Despite its broad width and significant strength, the Achilles tendon is injured with surprising regularity. In a study of 69 military cadets participating in a six-week basic-training program (which included distance running), 10 of the 69 trainees suffered an Achilles tendon overuse injury.1 The prevalence of this injury is easy to understand when you consider the tremendous strain runners place on this tendon. For example, during the push-off phase of the running cycle, the Achilles tendon is exposed to a force seven times average body weight. This is close to the maximum strain the tendon can tolerate without rupturing.2 And when you couple the high strain forces with the fact that the Achilles tendon significantly weakens as we get older, it is easy to see why this tendon is injured so frequently.
Anatomically, the Achilles tendon represents the conjoined tendons of the gastrocnemius and soleus muscles. Although the plantaris muscle runs between the gastrocnemius and soleus, it is technically not considered part of the Achilles tendon. Approximately 5 inches above the Achilles attachment to the back of the heel, the tendons from gastroc and soleus unite to form a single thick Achilles tendon. These conjoined tendons are wrapped by a single layer of cells called the paratenon. This sheath-like envelope is rich in blood vessels necessary to nourish the tendon.
The tendon itself is made primarily from type-1 and type-3 collagen.
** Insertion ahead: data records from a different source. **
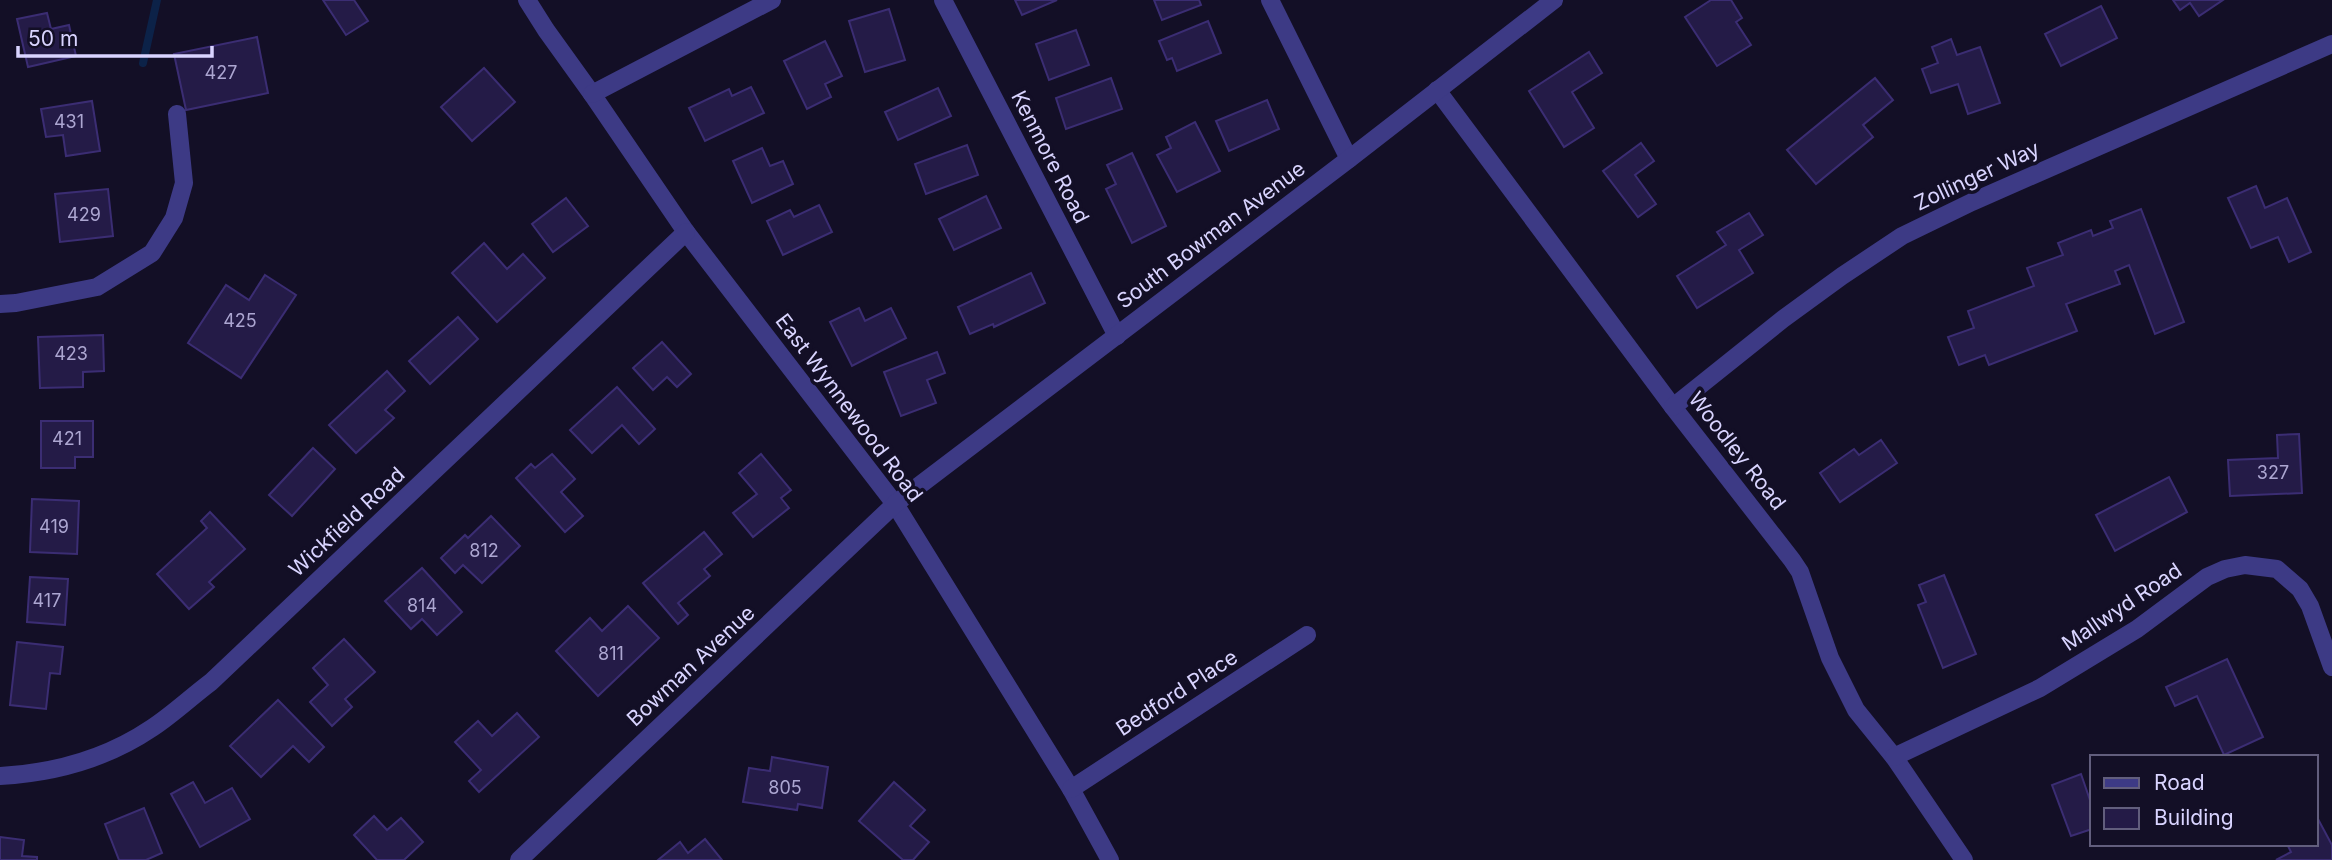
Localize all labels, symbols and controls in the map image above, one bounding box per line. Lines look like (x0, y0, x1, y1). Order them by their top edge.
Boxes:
scale bar (18, 14, 212, 58)
text: 50 m (28, 26, 78, 51)
house number: 427 (205, 62, 237, 83)
street label: Kenmore Road (1006, 86, 1095, 227)
house number: 431 (54, 111, 84, 132)
street label: Zollinger Way (1910, 136, 2044, 215)
street label: South Bowman Avenue (1112, 156, 1310, 314)
house number: 429 (67, 204, 101, 225)
street label: East Wynnewood Road (771, 309, 928, 507)
house number: 425 (223, 310, 257, 331)
house number: 423 (54, 343, 88, 364)
street label: Woodley Road (1684, 387, 1791, 515)
house number: 421 (52, 428, 82, 449)
street label: Wickfield Road (284, 462, 410, 582)
house number: 327 (2257, 462, 2289, 483)
house number: 419 (39, 516, 69, 537)
house number: 812 (469, 540, 499, 561)
street label: Mallwyd Road (2057, 557, 2186, 656)
house number: 417 (33, 590, 61, 611)
house number: 814 (407, 595, 437, 616)
street label: Bowman Avenue (622, 600, 760, 731)
house number: 811 (598, 643, 624, 664)
street label: Bedford Place (1111, 644, 1242, 741)
legend (2090, 755, 2318, 846)
text: Road (2154, 770, 2205, 795)
house number: 805 (768, 777, 802, 798)
text: Building (2154, 805, 2234, 830)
In a healthy Achilles tendon, 95 percent of the collagen (which accounts for 70 percent of the dry weight of the tendon) is made from type-1 collagen, which is stronger and more flexible than type 3. It is the strong crosslinks and parallel arrangement of the type-1 collagen fibers that give the Achilles tendon its strength.
The Achilles tendon is unusual in that, at about the point where the gastroc and soleus muscles unite, the tendon suddenly begins to twist, rotating a full 90 degrees before it attaches to the back of the heel. (Figure 1) This extreme twisting significantly improves efficiency in running because it allows the tendon to function like a rubber band, absorbing the gravitational energy present during the early phases of the gait cycle and returning the energy in the form of elastic recoil during the propulsive period.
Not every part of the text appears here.